As to improve my LinearRegression model I was adviced to use Standardization, i.e. RobustScaler for better performance. My shapes of train and validation sets:
Train set: (4304, 20) (4304,)
Validation set: (1435, 20) (1435,)
So I transform my X for both train and validation sets:
from sklearn.preprocessing import RobustScaler
scaler = RobustScaler()
X_train_robust_scaler = scaler.fit_transform(X_train.copy())
X_valid_robust_scaler = scaler.transform(X_valid.copy())
Then I run the model and print scores with function print_score():
from sklearn import linear_model
regr_vol_2 = linear_model.LinearRegression()
regr_vol_2.fit(X_train_robust_scaler, y_train)
def print_score(m, X_train: pd.DataFrame, X_valid: pd.DataFrame, y_train: pd.Series, y_valid:pd.Series):
'''Function takes a model and calculates and prints its RMSE values and r²
scores for train and validation set. Also attaches oob_score for Random
Forest model.
Parameters:
-----------
(1) m --> given model;
(2) X_train --> training set of independent features;
(3) X_valid --> validation set of independent features;
(4) y_train --> training set of dependent features;
(5) y_valid --> validation set of dependent features;
-----------
Returns scoring values in the following order:
[training rmse, validation rmse, r² for training set, r² for validation set,
oob_score_]
'''
res = [rmse(m.predict(X_train), y_train),
rmse(m.predict(X_valid), y_valid),
m.score(X_train, y_train), m.score(X_valid, y_valid)]

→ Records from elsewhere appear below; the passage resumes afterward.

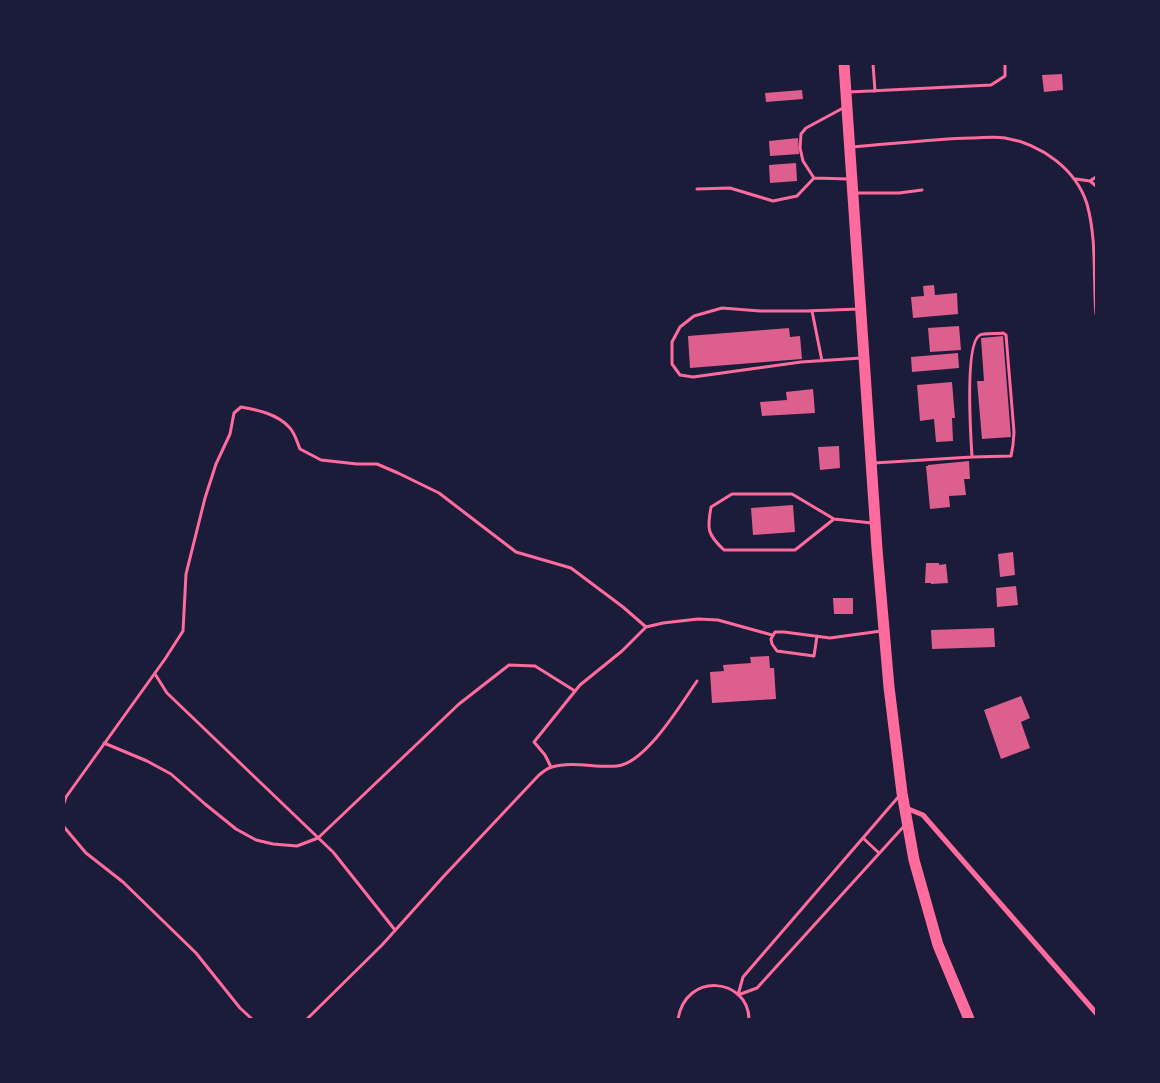 <!DOCTYPE html>
<style>
body{margin:0}
#map{position:relative;width:1160px;height:1083px;overflow:hidden;background:#1b1b3a;font-family:"IBM Plex Sans",sans-serif}
canvas{display:block}
.frame{position:absolute;inset:0;border:65px solid #1b1b3a;pointer-events:none}
</style>
<div id="map">
<canvas width="1160" height="1083"></canvas>
<div class="frame"></div>
</div>
<script>
const ctx = document.querySelector('canvas').getContext('2d');
ctx.lineJoin = 'round';
function fill(path, color) {
  ctx.fillStyle = color;
  ctx.fill(path, 'evenodd');
}
function trace(path, color, width, dash) {
  ctx.strokeStyle = color;
  ctx.lineWidth = width;
  ctx.lineCap = dash ? 'butt' : 'round';
  ctx.setLineDash(dash || []);
  ctx.stroke(path);
}
fill(new Path2D(`
 M 1062,74 L 1063,90 L 1044,92 L 1042,75 Z
 M 802,90 L 803,99 L 766,102 L 765,93 Z
 M 798,138 L 799,154 L 770,156 L 769,141 Z
 M 796,163 L 797,181 L 770,183 L 769,165 Z
 M 934,285 L 935,295 L 957,293 L 958,314 L 913,318 L 911,297 L 924,296 L 923,286 Z
 M 959,326 L 961,350 L 930,352 L 928,328 Z
 M 789,328 L 790,337 L 800,336 L 802,359 L 690,368 L 688,336 Z
 M 1003,336 L 1011,437 L 982,439 L 977,381 L 984,381 L 981,338 Z
 M 958,353 L 959,368 L 912,372 L 911,357 Z
 M 952,382 L 955,418 L 952,418 L 953,441 L 936,442 L 934,419 L 920,421 L 917,385 Z
 M 813,389 L 815,413 L 762,416 L 760,402 L 787,400 L 786,392 Z
 M 839,446 L 840,468 L 820,470 L 818,447 Z
 M 969,461 L 970,479 L 964,479 L 966,495 L 949,496 L 950,507 L 930,509 L 926,466 L 928,466 L 928,465 Z
 M 793,505 L 795,532 L 753,535 L 751,508 Z
 M 1013,552 L 1015,575 L 1000,577 L 998,554 Z
 M 926,563 L 939,563 L 939,565 L 946,564 L 948,583 L 931,584 L 931,583 L 925,583 Z
 M 1016,586 L 1018,605 L 997,607 L 996,588 Z
 M 833,598 L 853,598 L 853,614 L 834,614 Z
 M 994,628 L 995,647 L 932,649 L 931,630 Z
 M 769,656 L 770,668 L 774,668 L 776,699 L 712,703 L 710,672 L 724,671 L 723,665 L 751,663 L 750,657 Z
 M 1021,696 L 1030,718 L 1021,722 L 1030,748 L 1001,759 L 984,710 Z`), '#dd5f8e');
trace(new Path2D(`
 M 873,64 L 875,91
 M 849,92 L 991,85 L 1005,76 L 1005,64
 M 853,147 C 892,144 932,139 971,138 C 982,138 994,136 1005,138 C 1041,144 1076,169 1087,204 C 1097,240 1093,278 1096,314
 M 814,178 L 803,161 L 800,148 L 801,134 L 806,128 L 845,107
 M 1076,179 L 1090,181 L 1096,186
 M 1090,181 L 1096,177
 M 697,189 L 730,188 L 773,201 L 797,196 L 814,178 L 849,179
 M 856,193 L 899,193 L 922,190
 M 859,309 L 805,311 L 760,311 L 722,308 L 694,316 L 680,327 L 672,342 L 672,364 L 680,375 L 693,377 L 801,362 L 861,358
 M 812,311 L 822,361
 M 874,463 L 972,457 C 971,439 964,343 980,335 C 984,333 997,334 1003,333 L 1006,335 L 1014,432 L 1013,445 L 1011,456 L 972,457
 M 834,519 L 795,550 L 724,550 C 707,534 707,529 711,507 L 732,494 L 792,494 L 834,519 L 872,523
 M 817,636 L 814,656 L 777,651 L 772,644 L 771,639 L 775,632 L 784,632 L 830,638 L 881,631
 M 155,674 L 167,693 L 333,852 L 395,930
 M 104,743 L 147,761 L 171,774 L 205,804 L 236,829 L 256,840 L 273,844 L 297,846 L 318,838 L 459,704 L 509,665 L 535,666 L 575,691
 M 551,767 L 545,755 L 534,742 L 580,685 L 622,651 L 646,627
 M 900,795 L 743,977 L 738,995 L 757,988 L 905,825
 M 64,803 L 66,797 L 165,659 L 183,631 L 186,574 L 205,498 L 216,464 L 230,434 L 234,413 L 241,407 C 258,410 277,414 289,427 C 295,433 297,442 300,449 L 321,460 L 357,464 L 377,464 L 398,473 L 439,493 L 516,552 L 571,568 L 623,607 L 646,627 L 663,623 L 698,619 L 718,620 L 772,635
 M 64,827 L 86,853 L 123,882 L 196,953 L 240,1008 L 252,1019
 M 863,838 L 879,853
 M 307,1019 L 382,945 L 443,877 L 539,775 C 543,772 547,768 552,767 C 572,761 596,768 617,766 C 646,763 681,704 697,681
 M 678,1019 C 686,971 748,978 749,1019`), '#ff6b9d', 3);
trace(new Path2D(`
 M 906,808 L 923,815 L 1096,1013`), '#ff6b9d', 5);
trace(new Path2D(`
 M 844,64 L 877,549 L 889,687 L 902,793 L 914,860 L 938,945 L 969,1019`), '#ff6b9d', 11);
</script>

if hasattr(m, 'oob_score_'): res.append(m.oob_score_)
return print(res)
print_score(regr_vol_2,X_train_robust_scaler, X_valid_robust_scaler,y_train, y_valid)
Output | [training rmse, validation rmse, r² for training set, r² for validation set |
---|---|
before: | [260.86301672800016, 271.8005003802866, 0.6184501389479591, 0.5976532655109332] |
after: | [260.8630167262612, 271.800437195055, 0.6184501389530468, 0.5976534525773189] |
Both quite same result, what I did wrong ? I should you Robustscaler() also for y_train and y_valid ? If I do it:
scaler_y = RobustScaler()
y_train_robust_scaler = scaler_y.fit_transform(y_train[:,None])
y_valid_robust_scaler = scaler_y.transform(y_valid[:,None])
I got the same as without it: | [training rmse, validation rmse, r² for training set, r² for validation set | | -------------- | | [260.8630167262612, 271.800437195055, 0.6184501389530468, 0.5976534525773189]|
Or I should use Robustscaler() on whole data at one time before split ? If 'Yes', how can I do it if I impute NaN values after splitting in train/validation.